HEBRON: The women and children weren't shooting

CPTnet
January 14, 2001
HEBRON: The Women and Children Weren't Shooting
by Rebecca Johnson and Bob Holmes

When eleven year old Moath Ahmed Abu Hadwan left the house
December 31st, he was still wearing the new shirt and trousers his
mother bought for him in celebration of the end of Ramadan.
He told her he was going to play in the school yard with his friends
Abdel, Naji and Muhammed. On January 3rd, Palestinian journalist
Kawther Salaam and CPTer Bob Holmes sat in the small two room house in
the old city of Hebron, surrounded by thirty women, family and
neighbours, as his mother and the three boys told the story.

Heading home after playing, the boys heard shooting and decided it
wasn't safe so went instead to the mosque for afternoon prayer.
After prayer they were almost home when the shooting started again.
They felt safe in the narrow street with houses two stories high on the
right and three stories high on the left.

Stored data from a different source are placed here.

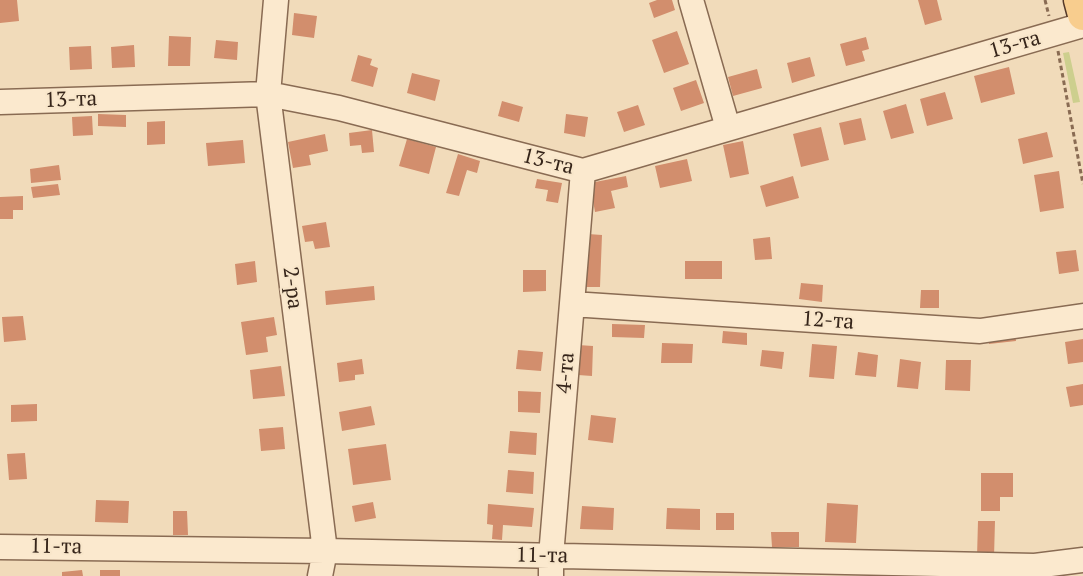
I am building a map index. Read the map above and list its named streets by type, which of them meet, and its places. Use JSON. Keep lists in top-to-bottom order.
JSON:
{
  "streets": {
    "street": [
      "13-та",
      "2-ра",
      "12-та",
      "4-та",
      "11-та"
    ]
  },
  "crossings": [
    ["13-та", "2-ра"],
    ["13-та", "4-та"],
    ["2-ра", "11-та"],
    ["12-та", "4-та"],
    ["4-та", "11-та"]
  ]
}
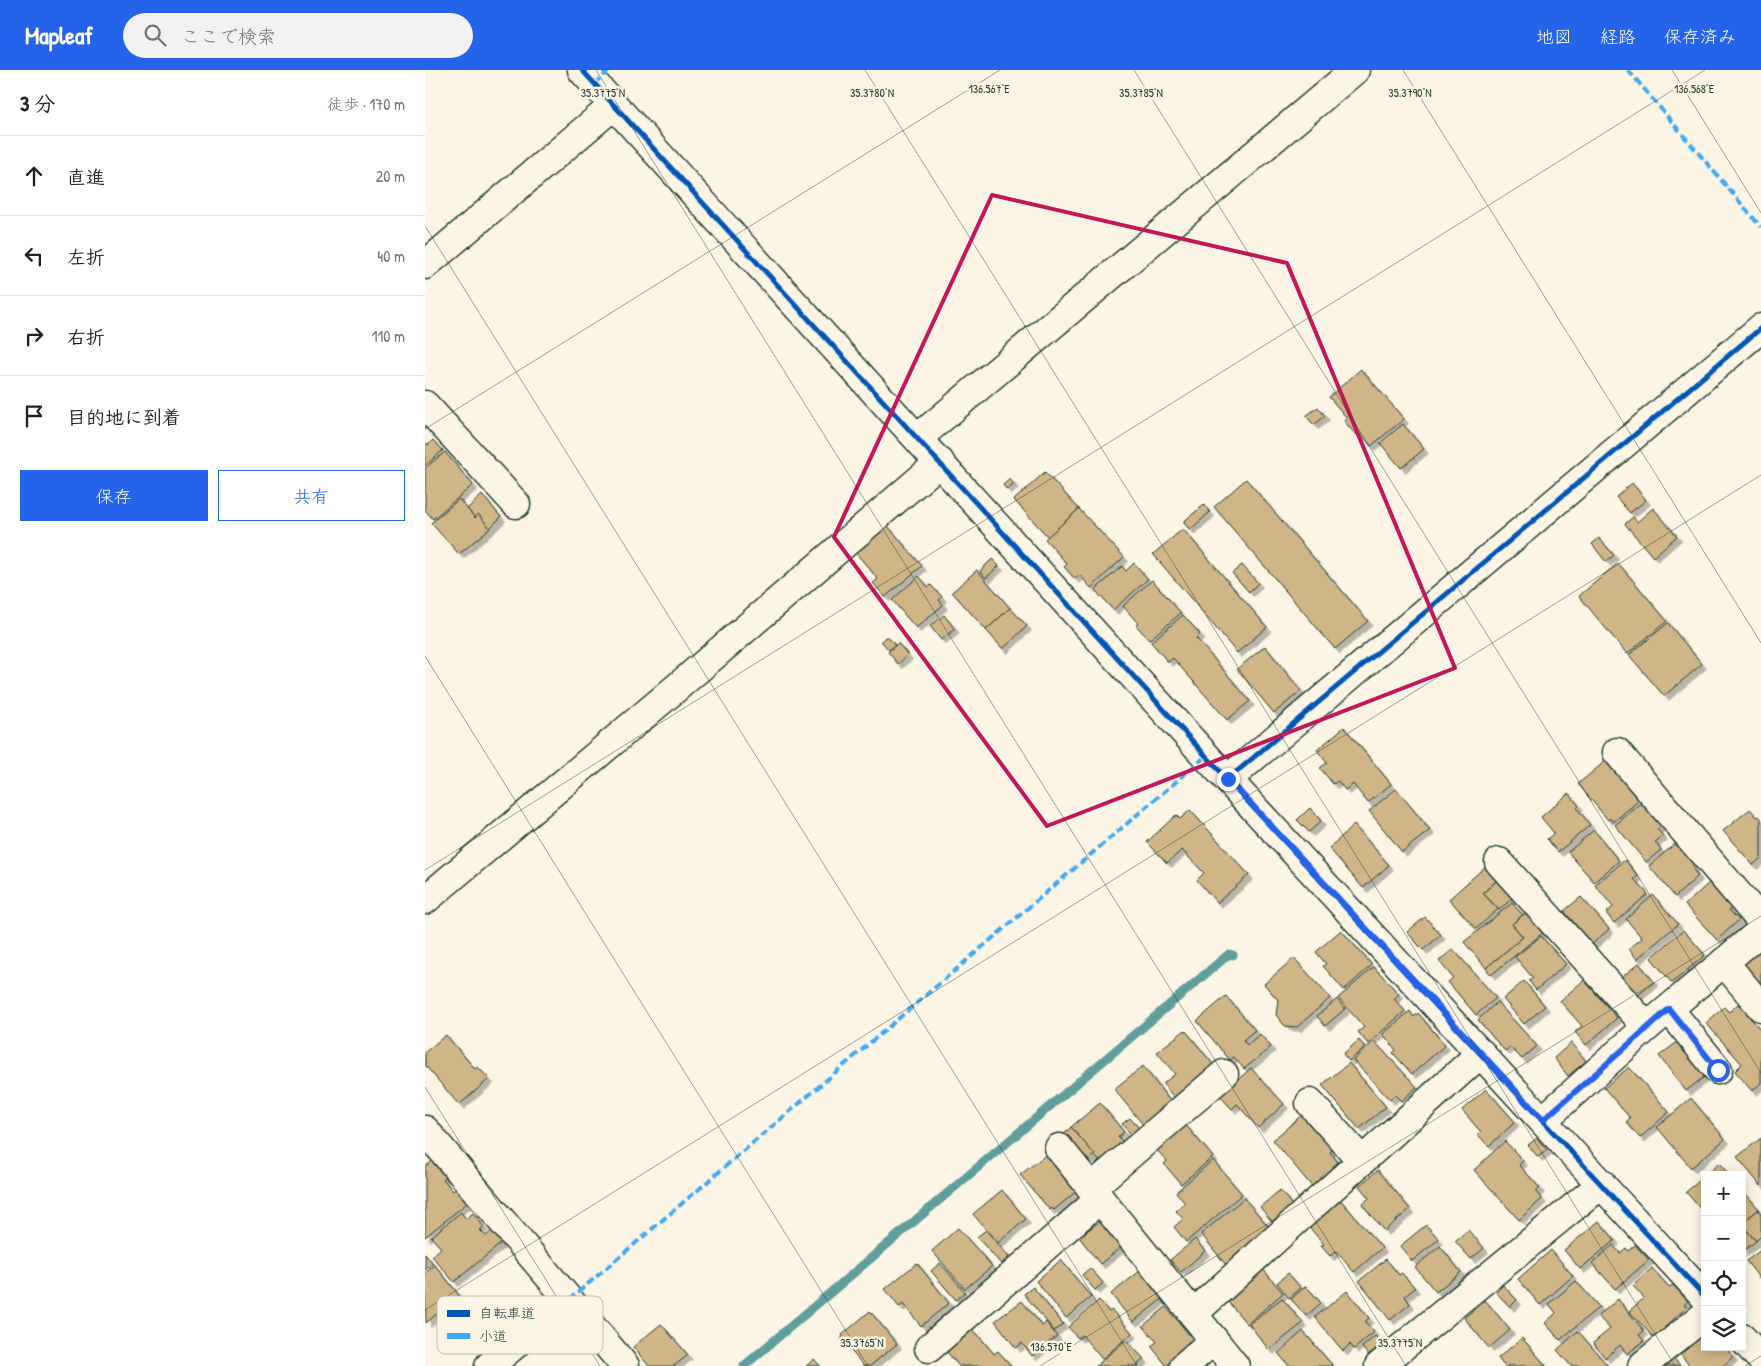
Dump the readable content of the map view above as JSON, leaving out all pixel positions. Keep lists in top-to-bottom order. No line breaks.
{"legend":["自転車道","小道"],"page":{"header":"Mapleaf","search":"ここで検索","nav":["地図","経路","保存済み"],"heading":["3 分","徒歩 · 170 m"],"list":[["直進","20 m"],["左折","40 m"],["右折","110 m"],"目的地に到着"],"buttons":["保存","共有"],"map_buttons":["+","−"]},"coordinates":["136.567°E","136.568°E","35.3775°N","35.3780°N","35.3785°N","35.3790°N","35.3765°N","136.570°E"]}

But an Israeli tank or rocket
shell hit the top of the three-story building and shrapnel filled the
street, wounding both
Moath and Abdel. A man picked up Moath and ran with him, but
blinded by the blood spurting from Moath's head and mouth, tripped
and fell. Others helped and bothboys were taken to the hospital.
(The surviving boys showed Salaam and CPT members the
blood-soaked ground, now circled by rocks, a small martyr's shrine.)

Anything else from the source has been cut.